This would be even better with a title and better axis labels. Let’s add some using the labs() function.

Title and axis labels

ggplot(gross_by_year, aes(x = title_year, y = total_gross, color = content_rating)) + 
  geom_line() +
  labs(title = "Is the movie industry making more money now?",
       x     = "Year",
       y     = "Gross in millions of U.S. $$$$")

Better! But it would look even better with a subtitle and a caption.

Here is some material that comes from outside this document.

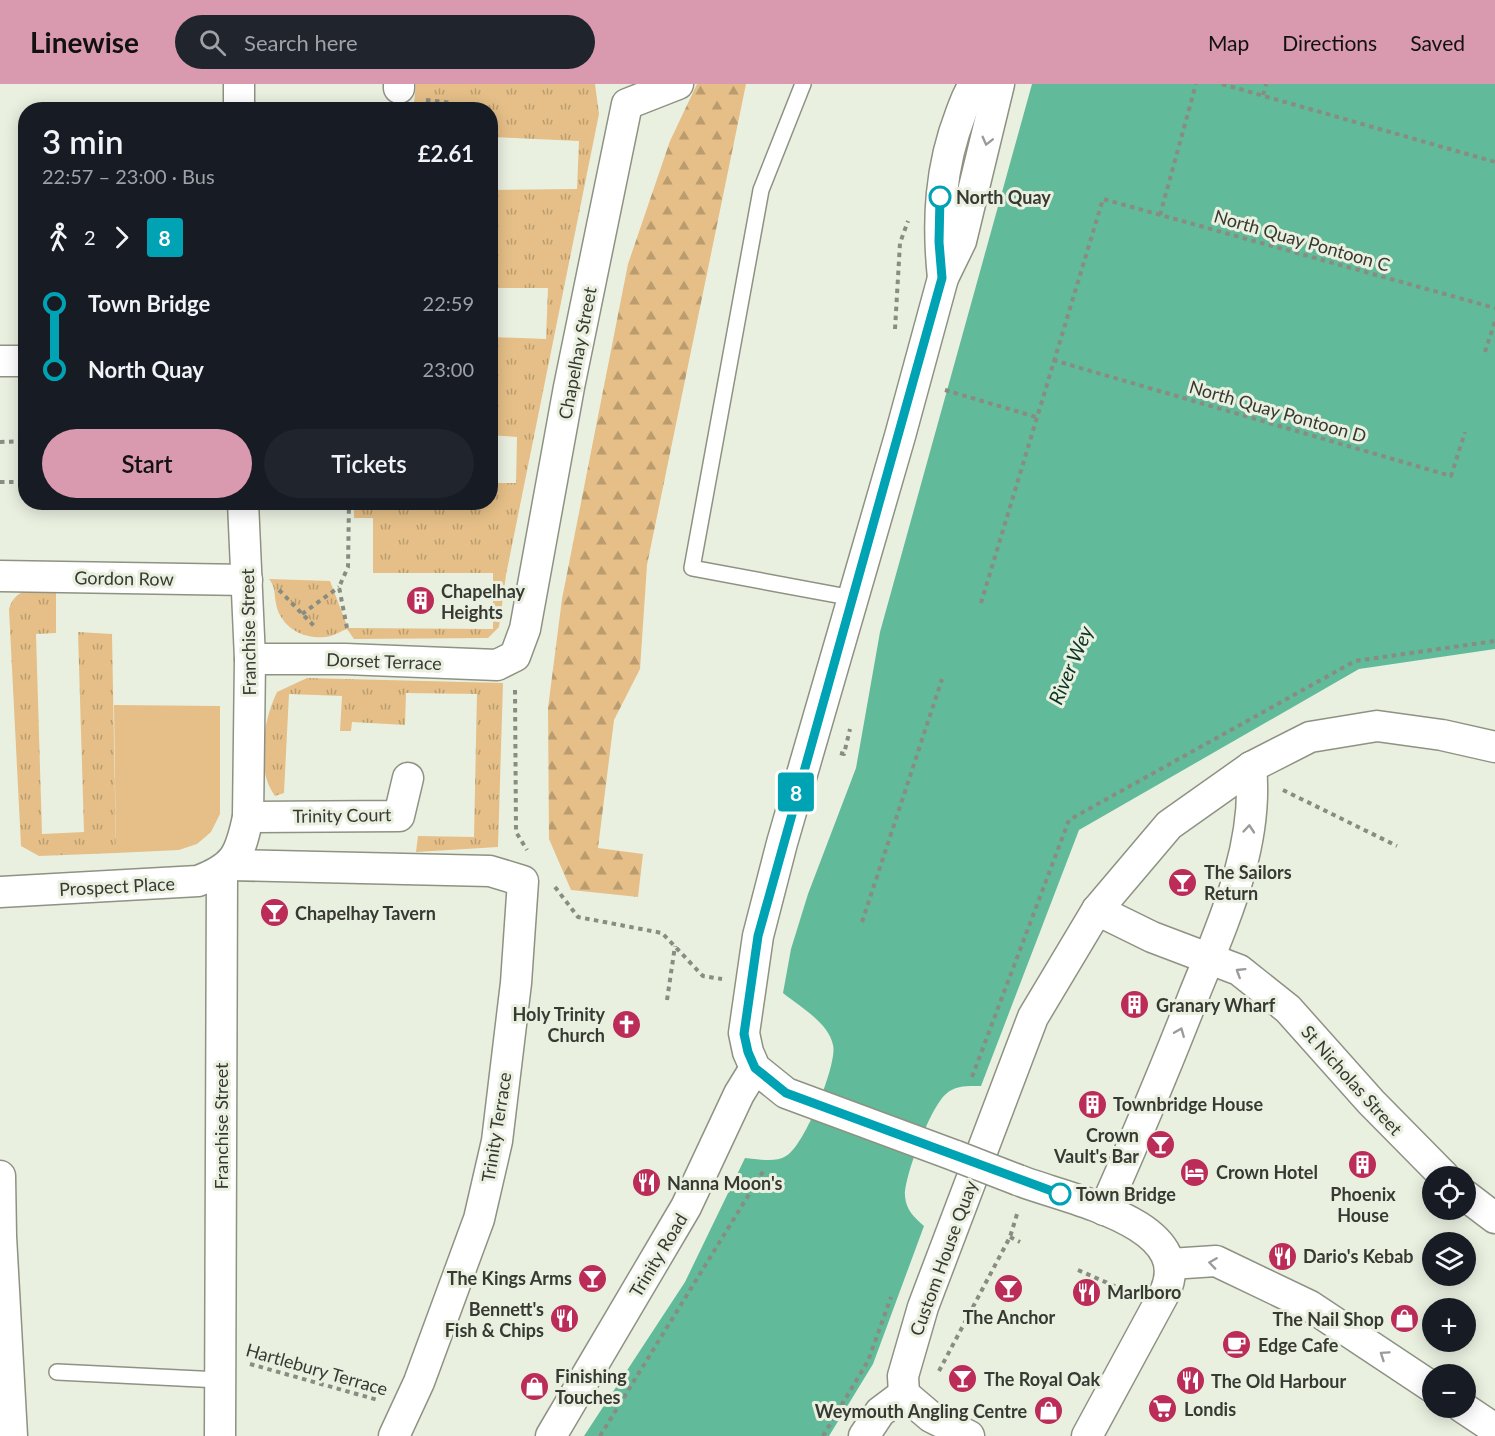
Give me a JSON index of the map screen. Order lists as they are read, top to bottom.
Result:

ggplot(gross_by_year, aes(x = title_year, y = total_gross, color = content_rating)) + 
  geom_line() +
  labs(title = "The movie industry is making more money over time",
       subtitle = "What happened in 2012? Netflix? YouTube? New books?",
       x        = "Year",
       y        = "Gross in millions of U.S. $$$$",
       caption  = "Awesome chart made by Derek. December 2017.")

Exercise

Make a line chart showing the total budget of all the movies each year.

Boxplots

Use geom_boxplot() to make a boxplot.

Let’s compare how much money movies made by content rating. Use y = gross_mil for the y-axis.

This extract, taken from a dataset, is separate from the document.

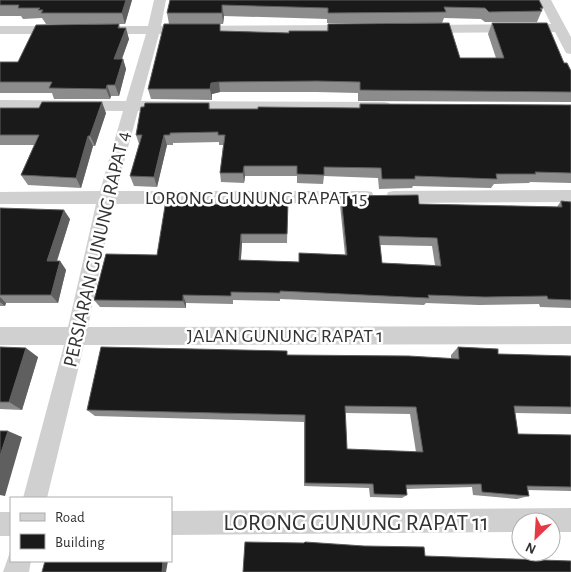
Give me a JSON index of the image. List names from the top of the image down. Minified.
{"streets":{"street":["LORONG GUNUNG RAPAT 15","PERSIARAN GUNUNG RAPAT 4","JALAN GUNUNG RAPAT 1","LORONG GUNUNG RAPAT 11"]},"crossings":[["LORONG GUNUNG RAPAT 15","PERSIARAN GUNUNG RAPAT 4"],["PERSIARAN GUNUNG RAPAT 4","JALAN GUNUNG RAPAT 1"]],"legend":["Road","Building"],"north":"bottom left"}
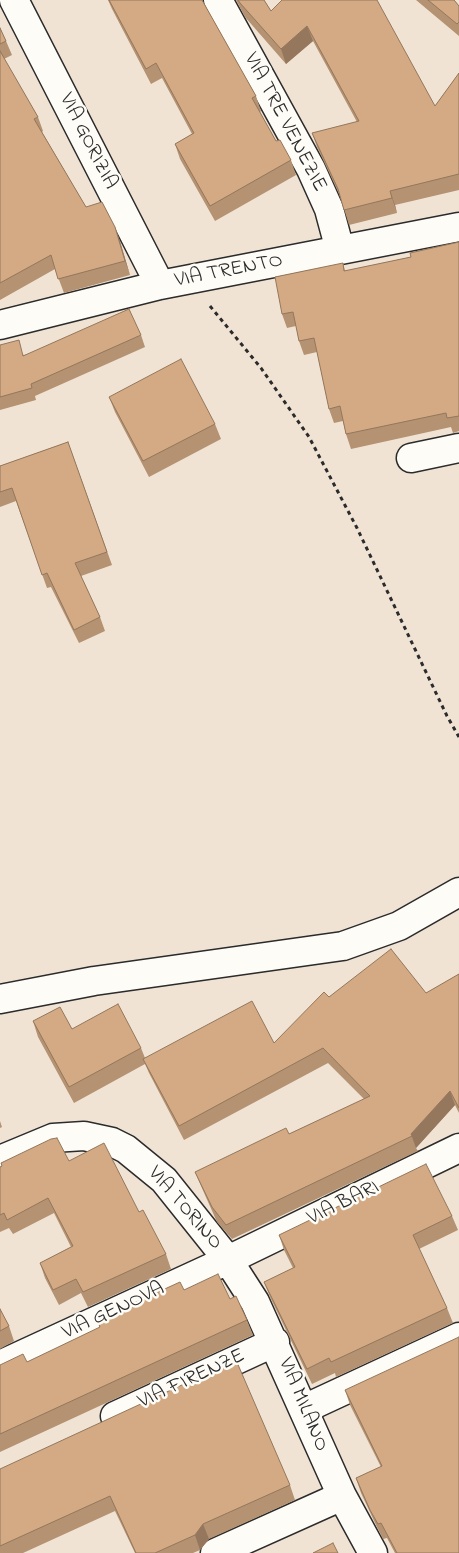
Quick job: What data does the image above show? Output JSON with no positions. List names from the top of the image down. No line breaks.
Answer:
{"streets":{"street":["VIA TRE VENEZIE","VIA GORIZIA","VIA TRENTO","VIA BARI","VIA TORINO","VIA GENOVA","VIA FIRENZE","VIA MILANO"]},"crossings":[["VIA TRE VENEZIE","VIA TRENTO"],["VIA GORIZIA","VIA TRENTO"],["VIA BARI","VIA TORINO"],["VIA BARI","VIA GENOVA"],["VIA BARI","VIA MILANO"],["VIA TORINO","VIA GENOVA"],["VIA TORINO","VIA MILANO"],["VIA GENOVA","VIA MILANO"],["VIA FIRENZE","VIA MILANO"]]}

ggplot(movies, aes(x = content_rating, y = gross_mil)) +
  geom_boxplot()

Transform to Log scale.

ggplot(movies, aes(x = content_rating, y = gross_mil)) +
  geom_boxplot() +
  scale_y_log10()

Make the outliers stand out. Rotten tomatoes.

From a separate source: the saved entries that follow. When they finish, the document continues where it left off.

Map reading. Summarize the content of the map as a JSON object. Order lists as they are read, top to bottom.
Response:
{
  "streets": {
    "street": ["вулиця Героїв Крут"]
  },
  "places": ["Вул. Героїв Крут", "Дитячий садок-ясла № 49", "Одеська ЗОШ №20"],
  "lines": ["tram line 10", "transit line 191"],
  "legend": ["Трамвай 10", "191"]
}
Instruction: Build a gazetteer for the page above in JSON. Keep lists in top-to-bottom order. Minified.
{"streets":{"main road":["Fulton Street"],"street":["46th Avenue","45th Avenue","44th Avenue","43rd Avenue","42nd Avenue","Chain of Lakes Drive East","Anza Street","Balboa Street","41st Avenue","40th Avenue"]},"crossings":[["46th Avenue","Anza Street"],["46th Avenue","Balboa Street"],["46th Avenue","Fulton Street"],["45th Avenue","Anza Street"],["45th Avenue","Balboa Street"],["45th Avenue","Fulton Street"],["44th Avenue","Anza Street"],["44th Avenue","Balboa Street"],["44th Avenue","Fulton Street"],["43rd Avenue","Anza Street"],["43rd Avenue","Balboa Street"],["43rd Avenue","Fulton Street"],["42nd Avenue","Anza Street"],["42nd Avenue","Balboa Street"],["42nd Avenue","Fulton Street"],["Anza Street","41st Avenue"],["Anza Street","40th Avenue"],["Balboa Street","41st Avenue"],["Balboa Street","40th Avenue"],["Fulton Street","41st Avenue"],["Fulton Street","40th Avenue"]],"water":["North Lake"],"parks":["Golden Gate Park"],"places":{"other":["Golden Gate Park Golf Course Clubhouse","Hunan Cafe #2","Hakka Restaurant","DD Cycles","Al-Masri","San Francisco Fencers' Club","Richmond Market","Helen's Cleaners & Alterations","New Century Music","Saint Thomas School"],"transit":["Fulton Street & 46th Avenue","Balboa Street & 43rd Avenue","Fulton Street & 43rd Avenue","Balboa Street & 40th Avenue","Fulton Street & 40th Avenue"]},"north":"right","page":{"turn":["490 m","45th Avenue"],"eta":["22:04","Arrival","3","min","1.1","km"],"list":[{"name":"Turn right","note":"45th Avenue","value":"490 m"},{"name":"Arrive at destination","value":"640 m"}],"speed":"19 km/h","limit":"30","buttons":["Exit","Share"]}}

ggplot(movies, aes(x = content_rating, y = gross_mil)) +
  geom_boxplot(outlier.color = "tomato") + 
  scale_y_log10()

Add another sandwich showing the points on top of the boxplots.

ggplot(movies, aes(x = content_rating, y = gross_mil)) +
  geom_boxplot(outlier.color = "tomato") + 
  scale_y_log10() + 
  geom_point(alpha = 0.1)

Use jitter() to spread out the points. This makes a snowfall plot.

ggplot(movies, aes(x = content_rating, y = gross_mil)) +
  geom_boxplot(outlier.color = NA) + 
  scale_y_log10() + 
  geom_jitter(alpha = 0.1)

Rearrange the layer order to put the boxplots on top.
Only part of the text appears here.